Ayatollah confirms fatwa on Rushdie

A FATWA against British author Salman Rushdie was reaffirmed by Iran's supreme spiritual leader yesterday in a message to all Muslim pilgrims. Ayatollah Ali Khamenei told Muslims making the annual pilgrimage to Mecca that Rushdie was an apostate and that killing him was authorised by Islam.

The announcement, reported by Iranian state media, came during a tirade against "Western and Zionist capitalists" and US claims to be leading a war on terrorism. "They talk about respect towards all religions, but they support such a mahdour al-damm mortad as Salman Rushdie," Ayatollah Khamenei said.

In Islamic law, mortad is a reference to someone who has committed apostasy by leaving Islam. Mahdour al-damm is a term applying to someone whose blood may be shed with impunity.

British officials played down the remarks and stressed that the Iranian Government, which dissociated itself from the fatwa in 1998, had not changed its position. They pointed out that because the fatwa was issued in February 1989 by Iran's revolutionary founder and Ayatollah Khamenei's predecessor, Ayatollah Ruhollah Khomeini, who has since died, it would always remain in existence.

"The original fatwa was issued by Ayatollah Khomeini shortly before he died. It can only be rescinded by the man who issued it or a higher authority, so in practice it will hold indefinitely. "Almost every time Ayatollah Khamenei gives a sermon he mentions Salman Rushdie in these terms and denounces him as a man who has insulted the name of the prophet and who can therefore be killed. It's just the standard rhetoric.

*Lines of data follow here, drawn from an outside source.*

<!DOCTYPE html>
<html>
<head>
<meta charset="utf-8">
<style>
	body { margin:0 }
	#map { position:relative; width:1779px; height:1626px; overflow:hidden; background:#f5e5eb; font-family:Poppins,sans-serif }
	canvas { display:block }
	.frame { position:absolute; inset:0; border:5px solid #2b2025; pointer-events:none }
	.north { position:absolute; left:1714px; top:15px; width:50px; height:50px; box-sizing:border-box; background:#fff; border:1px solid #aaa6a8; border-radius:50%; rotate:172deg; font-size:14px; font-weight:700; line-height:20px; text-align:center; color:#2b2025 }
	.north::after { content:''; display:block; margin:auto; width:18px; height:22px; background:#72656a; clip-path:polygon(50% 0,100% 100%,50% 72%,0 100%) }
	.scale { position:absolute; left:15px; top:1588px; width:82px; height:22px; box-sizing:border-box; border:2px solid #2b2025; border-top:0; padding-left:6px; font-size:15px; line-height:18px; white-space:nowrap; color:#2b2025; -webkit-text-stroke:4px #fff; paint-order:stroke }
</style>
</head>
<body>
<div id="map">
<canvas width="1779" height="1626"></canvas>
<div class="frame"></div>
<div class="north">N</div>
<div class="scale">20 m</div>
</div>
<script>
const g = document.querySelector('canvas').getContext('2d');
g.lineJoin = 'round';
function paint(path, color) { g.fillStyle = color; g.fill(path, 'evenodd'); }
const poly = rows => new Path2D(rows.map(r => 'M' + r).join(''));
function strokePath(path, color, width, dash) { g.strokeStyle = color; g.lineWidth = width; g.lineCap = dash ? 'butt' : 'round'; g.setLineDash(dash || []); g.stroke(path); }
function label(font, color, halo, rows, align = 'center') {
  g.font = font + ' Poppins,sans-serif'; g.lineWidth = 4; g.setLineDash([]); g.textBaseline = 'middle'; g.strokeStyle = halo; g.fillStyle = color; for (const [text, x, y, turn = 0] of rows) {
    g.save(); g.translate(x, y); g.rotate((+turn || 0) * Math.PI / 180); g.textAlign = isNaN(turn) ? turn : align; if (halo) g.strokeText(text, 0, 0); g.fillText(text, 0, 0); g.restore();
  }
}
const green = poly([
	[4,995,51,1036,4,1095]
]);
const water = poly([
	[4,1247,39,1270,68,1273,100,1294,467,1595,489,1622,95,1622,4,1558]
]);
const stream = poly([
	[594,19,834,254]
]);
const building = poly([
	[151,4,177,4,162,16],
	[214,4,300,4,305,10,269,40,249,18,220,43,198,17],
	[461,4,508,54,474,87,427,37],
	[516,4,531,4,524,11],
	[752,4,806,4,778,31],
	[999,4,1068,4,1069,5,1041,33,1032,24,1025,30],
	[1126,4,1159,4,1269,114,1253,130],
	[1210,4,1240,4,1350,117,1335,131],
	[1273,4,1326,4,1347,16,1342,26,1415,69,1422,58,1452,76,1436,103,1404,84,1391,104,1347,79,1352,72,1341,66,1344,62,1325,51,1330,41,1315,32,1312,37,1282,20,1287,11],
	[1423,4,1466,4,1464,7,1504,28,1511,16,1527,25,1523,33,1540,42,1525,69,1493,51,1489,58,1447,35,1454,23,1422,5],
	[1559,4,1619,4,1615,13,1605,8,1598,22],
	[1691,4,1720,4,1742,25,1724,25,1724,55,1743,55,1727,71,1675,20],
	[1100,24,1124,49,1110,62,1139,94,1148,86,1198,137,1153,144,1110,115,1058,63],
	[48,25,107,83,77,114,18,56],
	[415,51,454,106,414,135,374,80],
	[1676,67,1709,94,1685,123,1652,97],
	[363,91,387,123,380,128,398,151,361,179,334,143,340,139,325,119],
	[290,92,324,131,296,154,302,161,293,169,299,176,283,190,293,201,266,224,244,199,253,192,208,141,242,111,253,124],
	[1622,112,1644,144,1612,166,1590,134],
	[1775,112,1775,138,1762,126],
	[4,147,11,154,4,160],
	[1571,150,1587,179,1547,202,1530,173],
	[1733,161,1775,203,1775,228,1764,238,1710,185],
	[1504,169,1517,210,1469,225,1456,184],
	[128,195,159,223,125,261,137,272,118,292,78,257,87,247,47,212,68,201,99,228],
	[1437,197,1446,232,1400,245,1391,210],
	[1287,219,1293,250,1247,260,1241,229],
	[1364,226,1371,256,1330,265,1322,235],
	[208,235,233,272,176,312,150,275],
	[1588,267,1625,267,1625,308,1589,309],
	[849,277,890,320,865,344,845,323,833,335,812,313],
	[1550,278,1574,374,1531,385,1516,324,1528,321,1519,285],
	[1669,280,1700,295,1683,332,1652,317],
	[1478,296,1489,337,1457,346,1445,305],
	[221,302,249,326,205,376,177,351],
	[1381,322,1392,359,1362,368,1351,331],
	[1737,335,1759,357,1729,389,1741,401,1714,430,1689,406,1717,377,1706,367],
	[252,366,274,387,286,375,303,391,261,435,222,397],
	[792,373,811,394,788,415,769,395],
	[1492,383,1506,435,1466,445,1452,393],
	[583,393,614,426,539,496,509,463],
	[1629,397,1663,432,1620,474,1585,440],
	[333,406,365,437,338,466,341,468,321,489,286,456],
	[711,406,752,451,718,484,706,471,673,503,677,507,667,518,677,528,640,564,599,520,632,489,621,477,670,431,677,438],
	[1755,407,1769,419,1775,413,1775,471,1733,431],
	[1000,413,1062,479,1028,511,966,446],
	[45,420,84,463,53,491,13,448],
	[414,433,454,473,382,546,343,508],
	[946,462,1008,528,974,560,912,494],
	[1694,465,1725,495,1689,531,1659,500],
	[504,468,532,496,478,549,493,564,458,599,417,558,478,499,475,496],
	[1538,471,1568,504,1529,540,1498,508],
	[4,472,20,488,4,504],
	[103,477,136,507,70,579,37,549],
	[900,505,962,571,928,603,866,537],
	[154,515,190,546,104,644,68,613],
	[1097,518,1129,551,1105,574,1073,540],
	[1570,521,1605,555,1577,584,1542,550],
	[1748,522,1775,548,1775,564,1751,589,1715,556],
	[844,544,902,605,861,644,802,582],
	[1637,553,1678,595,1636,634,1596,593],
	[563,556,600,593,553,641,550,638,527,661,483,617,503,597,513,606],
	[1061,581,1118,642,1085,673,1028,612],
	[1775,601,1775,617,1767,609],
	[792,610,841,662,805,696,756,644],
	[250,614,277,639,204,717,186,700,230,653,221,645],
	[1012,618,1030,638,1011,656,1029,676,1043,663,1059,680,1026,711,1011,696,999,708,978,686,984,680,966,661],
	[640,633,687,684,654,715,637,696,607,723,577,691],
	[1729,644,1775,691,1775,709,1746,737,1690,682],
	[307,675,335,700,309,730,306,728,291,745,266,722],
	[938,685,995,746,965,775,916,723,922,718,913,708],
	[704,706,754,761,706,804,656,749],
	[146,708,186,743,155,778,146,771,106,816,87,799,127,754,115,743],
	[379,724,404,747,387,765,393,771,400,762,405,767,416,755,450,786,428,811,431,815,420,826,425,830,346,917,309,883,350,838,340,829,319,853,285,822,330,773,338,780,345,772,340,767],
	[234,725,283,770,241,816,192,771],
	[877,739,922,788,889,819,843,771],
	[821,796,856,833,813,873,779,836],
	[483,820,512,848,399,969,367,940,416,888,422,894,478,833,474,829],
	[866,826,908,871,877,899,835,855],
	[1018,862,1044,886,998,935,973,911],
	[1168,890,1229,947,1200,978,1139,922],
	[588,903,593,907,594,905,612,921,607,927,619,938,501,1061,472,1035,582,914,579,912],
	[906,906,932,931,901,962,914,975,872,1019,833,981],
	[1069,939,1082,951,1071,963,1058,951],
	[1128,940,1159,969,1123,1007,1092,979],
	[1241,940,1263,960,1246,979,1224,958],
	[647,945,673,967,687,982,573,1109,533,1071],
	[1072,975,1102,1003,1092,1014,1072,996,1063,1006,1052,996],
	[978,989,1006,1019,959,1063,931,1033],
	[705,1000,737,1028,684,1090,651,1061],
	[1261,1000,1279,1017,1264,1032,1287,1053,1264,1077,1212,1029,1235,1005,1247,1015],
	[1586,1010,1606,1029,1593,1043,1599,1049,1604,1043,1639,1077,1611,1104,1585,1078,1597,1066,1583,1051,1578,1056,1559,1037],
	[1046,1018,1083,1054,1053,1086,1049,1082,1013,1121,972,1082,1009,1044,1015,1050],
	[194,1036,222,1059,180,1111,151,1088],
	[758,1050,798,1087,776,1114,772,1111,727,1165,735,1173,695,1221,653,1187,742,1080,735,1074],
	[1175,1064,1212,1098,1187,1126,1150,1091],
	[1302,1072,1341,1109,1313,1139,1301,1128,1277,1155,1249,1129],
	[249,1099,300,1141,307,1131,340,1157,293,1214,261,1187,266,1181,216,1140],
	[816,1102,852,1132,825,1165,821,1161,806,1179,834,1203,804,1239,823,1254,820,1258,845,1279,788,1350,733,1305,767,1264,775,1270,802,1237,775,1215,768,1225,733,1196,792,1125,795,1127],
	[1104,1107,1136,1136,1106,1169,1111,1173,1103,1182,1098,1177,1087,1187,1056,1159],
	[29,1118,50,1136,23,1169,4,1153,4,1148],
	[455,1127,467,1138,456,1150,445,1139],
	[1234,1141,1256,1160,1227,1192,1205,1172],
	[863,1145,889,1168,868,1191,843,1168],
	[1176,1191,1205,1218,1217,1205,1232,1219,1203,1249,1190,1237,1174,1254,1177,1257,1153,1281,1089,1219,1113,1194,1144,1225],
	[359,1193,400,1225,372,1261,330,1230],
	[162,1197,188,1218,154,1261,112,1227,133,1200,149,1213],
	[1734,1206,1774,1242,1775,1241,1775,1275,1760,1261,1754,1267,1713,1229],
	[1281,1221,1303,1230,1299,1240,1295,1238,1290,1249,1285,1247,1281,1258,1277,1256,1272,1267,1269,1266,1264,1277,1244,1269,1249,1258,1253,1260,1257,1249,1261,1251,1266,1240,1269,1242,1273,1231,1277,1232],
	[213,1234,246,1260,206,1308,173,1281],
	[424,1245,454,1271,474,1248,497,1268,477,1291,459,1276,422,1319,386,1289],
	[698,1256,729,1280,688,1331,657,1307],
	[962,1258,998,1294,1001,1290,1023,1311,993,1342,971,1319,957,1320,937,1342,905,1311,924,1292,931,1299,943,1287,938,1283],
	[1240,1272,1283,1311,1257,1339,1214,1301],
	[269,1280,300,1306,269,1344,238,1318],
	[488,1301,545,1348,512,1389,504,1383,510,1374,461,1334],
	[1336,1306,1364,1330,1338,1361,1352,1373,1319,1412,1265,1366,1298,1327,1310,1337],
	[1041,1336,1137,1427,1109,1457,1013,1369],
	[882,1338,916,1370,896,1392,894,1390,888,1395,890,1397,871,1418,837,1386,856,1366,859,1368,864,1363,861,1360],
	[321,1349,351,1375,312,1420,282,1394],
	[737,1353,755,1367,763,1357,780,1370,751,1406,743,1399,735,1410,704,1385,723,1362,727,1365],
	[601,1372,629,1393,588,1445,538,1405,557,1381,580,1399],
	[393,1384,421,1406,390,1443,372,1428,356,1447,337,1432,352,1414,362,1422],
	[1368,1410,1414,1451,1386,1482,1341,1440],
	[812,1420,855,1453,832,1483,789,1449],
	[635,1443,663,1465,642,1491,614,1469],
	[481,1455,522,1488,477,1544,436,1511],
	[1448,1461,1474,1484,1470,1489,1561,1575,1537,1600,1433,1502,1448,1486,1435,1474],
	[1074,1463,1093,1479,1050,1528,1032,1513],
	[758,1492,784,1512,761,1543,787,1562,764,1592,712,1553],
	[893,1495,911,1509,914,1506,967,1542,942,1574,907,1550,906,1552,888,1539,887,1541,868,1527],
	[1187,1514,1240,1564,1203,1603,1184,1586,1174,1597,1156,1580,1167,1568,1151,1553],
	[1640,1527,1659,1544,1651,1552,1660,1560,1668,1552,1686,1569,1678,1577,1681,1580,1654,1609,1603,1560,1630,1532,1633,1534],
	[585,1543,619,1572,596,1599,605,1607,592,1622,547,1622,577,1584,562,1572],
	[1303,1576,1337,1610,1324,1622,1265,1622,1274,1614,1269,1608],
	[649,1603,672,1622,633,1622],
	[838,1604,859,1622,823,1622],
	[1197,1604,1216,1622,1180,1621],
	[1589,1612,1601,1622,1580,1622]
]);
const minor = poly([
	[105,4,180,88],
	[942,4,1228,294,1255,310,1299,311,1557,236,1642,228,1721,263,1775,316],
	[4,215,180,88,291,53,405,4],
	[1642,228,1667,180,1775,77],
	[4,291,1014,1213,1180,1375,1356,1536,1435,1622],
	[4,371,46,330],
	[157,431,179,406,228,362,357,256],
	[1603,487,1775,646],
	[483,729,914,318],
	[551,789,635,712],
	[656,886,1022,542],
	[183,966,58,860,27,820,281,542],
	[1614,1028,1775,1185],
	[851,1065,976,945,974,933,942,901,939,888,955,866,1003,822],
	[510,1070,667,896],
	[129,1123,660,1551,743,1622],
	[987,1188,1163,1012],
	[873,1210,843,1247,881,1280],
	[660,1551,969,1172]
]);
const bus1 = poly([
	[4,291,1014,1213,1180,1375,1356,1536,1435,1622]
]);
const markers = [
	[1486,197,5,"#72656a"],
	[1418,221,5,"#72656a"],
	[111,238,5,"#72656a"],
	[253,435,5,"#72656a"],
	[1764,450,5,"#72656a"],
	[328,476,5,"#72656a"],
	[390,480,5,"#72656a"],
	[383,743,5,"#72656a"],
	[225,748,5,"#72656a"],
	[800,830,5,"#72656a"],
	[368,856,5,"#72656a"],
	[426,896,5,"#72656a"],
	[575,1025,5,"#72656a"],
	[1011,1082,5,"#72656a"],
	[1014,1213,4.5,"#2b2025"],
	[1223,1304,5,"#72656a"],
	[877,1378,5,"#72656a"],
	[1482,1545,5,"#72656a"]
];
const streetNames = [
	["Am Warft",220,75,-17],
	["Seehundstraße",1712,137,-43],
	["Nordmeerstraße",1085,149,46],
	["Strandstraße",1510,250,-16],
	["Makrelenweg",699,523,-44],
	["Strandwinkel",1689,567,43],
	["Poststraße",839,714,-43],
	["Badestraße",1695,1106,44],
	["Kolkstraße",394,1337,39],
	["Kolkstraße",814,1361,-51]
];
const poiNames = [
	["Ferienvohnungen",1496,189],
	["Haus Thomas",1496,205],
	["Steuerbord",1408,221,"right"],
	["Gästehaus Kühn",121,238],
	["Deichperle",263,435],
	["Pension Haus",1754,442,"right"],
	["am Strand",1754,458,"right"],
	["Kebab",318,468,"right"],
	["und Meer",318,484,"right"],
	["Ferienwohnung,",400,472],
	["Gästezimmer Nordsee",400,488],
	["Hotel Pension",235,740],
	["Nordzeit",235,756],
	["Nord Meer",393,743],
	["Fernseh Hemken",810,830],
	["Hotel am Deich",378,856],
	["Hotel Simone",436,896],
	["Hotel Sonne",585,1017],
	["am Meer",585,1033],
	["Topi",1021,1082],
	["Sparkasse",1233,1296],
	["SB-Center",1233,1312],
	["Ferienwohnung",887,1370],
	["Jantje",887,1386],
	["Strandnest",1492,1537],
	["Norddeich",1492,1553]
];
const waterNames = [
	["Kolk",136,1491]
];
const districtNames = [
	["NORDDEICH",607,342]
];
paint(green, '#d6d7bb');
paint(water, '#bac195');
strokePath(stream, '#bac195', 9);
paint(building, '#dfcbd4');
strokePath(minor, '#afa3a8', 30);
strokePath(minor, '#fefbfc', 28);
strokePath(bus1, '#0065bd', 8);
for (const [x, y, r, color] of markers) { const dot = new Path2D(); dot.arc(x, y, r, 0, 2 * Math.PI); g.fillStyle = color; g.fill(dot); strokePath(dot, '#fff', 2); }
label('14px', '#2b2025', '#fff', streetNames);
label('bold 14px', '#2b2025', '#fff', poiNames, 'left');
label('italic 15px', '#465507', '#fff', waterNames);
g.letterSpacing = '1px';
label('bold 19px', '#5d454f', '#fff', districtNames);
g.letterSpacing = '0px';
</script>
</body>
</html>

"The crucial thing is that the fatwa is no longer endorsed by the Iranian Government because before 1998 what we had was effectively a state-sponsored death sentence." The fatwa, or religious edict, calling for Rushdie's execution was issued because of alleged blasphemy and apostasy in his novel The Satanic Verses. An Iran-based religious foundation also put a pound stg. 1.4million ($3.5million) bounty on his head.

But under reformist President Mohammad Khatami, who was elected in 1997, Iran's leadership has distanced itself from the order to kill Rushdie, who was born in Bombay to a Muslim family.

If necessary they will alert the author and police in New York, where Rushdie now lives.

Full story, thanks to The Australian

MathewK -

Yes, there is freedom and democracy in Iran, they are free to criticise the west and kill those who oppose/question Islam. One man wrote a book in 1989, one man, a book, talk about insecure. Imagine the pope was to take issue with all who opposed Christianity or wrote something critical of Christianity.

Almost 16 years later Rushdie still has to live in fear of his life, yet we are called upon to understand and accommodate and probably accept in the future.